Monday, October 3, 2011

The Bedroom Beauty Bar

We have the French to thank for the word entrepreneur. Unfortunately, we also have them to thank for the word bureaucratie, one of the two major killers of the entrepreneurial spirit, the other being the frivolous lawsuit, for which we have only ourselves and our legal system to blame hélas!

You’ve all heard the stories -- a little girl’s lemonade stand set up on her front lawn to raise money for pediatric cancer is shut down by the police because she needs a business license, peddler’s permit and food permit to operate, even on her own property.

The blizzard of government regulations that have blanketed businesses in just the last few years alone have many small business owners wondering if the American dream of owning your own business is still worth pursuing, let alone possible to achieve.

Is that “can do,” “where there’s a will there’s a way” entrepreneurial American spirit really in danger of becoming one more item on the list of “Things That Aren’t There Anymore?”

According to an article in the WSJ “Mixing Makeup for the Webcam” the next generation of budding beauty entrepreneurs, à la Estée Lauder, can be found right now in the bedrooms of America’s teen-aged girls.

In pink-and-white bedrooms across the country an array of beauty products competes for space with lacy pillows and stuffed animals as these self-proclaimed beauty gurus demonstrate for friends and increasing numbers of fans via webcam how to mix your own makeup and skin care products and custom blend colors that are just right for you.

Call me as “corny as Kansas in August,” but this makes my heart sing with “can do” optimism.

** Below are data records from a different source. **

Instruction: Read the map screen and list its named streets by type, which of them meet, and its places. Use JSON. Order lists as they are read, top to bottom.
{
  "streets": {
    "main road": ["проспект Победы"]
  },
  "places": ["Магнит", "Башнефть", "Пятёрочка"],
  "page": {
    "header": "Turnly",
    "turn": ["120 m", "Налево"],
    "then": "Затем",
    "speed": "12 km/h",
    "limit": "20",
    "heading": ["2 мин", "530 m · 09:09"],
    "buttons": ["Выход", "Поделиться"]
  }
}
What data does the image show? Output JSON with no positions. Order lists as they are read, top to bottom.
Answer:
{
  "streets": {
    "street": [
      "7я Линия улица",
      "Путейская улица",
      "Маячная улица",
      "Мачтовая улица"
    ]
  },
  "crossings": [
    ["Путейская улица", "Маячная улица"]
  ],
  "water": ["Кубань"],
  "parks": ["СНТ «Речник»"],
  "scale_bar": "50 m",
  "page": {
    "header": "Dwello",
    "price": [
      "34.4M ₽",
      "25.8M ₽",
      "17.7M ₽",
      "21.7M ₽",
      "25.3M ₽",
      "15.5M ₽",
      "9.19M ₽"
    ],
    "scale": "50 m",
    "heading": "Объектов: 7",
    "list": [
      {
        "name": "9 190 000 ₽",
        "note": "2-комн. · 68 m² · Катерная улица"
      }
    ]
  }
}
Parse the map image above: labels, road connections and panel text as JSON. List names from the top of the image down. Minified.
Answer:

These young girls are stepping up to the realities of tough economic times and saying, “Hey, I don’t need to spend a fortune on makeup to look my best. I can do it myself and for a lot less, thank you very much. Just watch me!” And their young fans are watching them by the thousands. I have always believed that not following directions can take you to much more interesting places. Just because it says a product is for “this” doesn’t mean it can’t be used for “that,” n’est-ce pas? Yes, Pa.” And I say, “You Go, Girls!”

Estée’s uncle was a chemist who specialized in beauty products and fragrances for women.

Drawn to his business, after graduating from high school she devoted herself entirely to Uncle John’s business. Her flair not only for naming products (e.g., Super Rich All-Purpose Cream and Dr. Schotz Viennese Cream), but for marketing and selling them to beauty salons and shops was so successful that she soon secured valuable counter space at one of New York’s most prestigious department stores, Saks Fifth Avenue.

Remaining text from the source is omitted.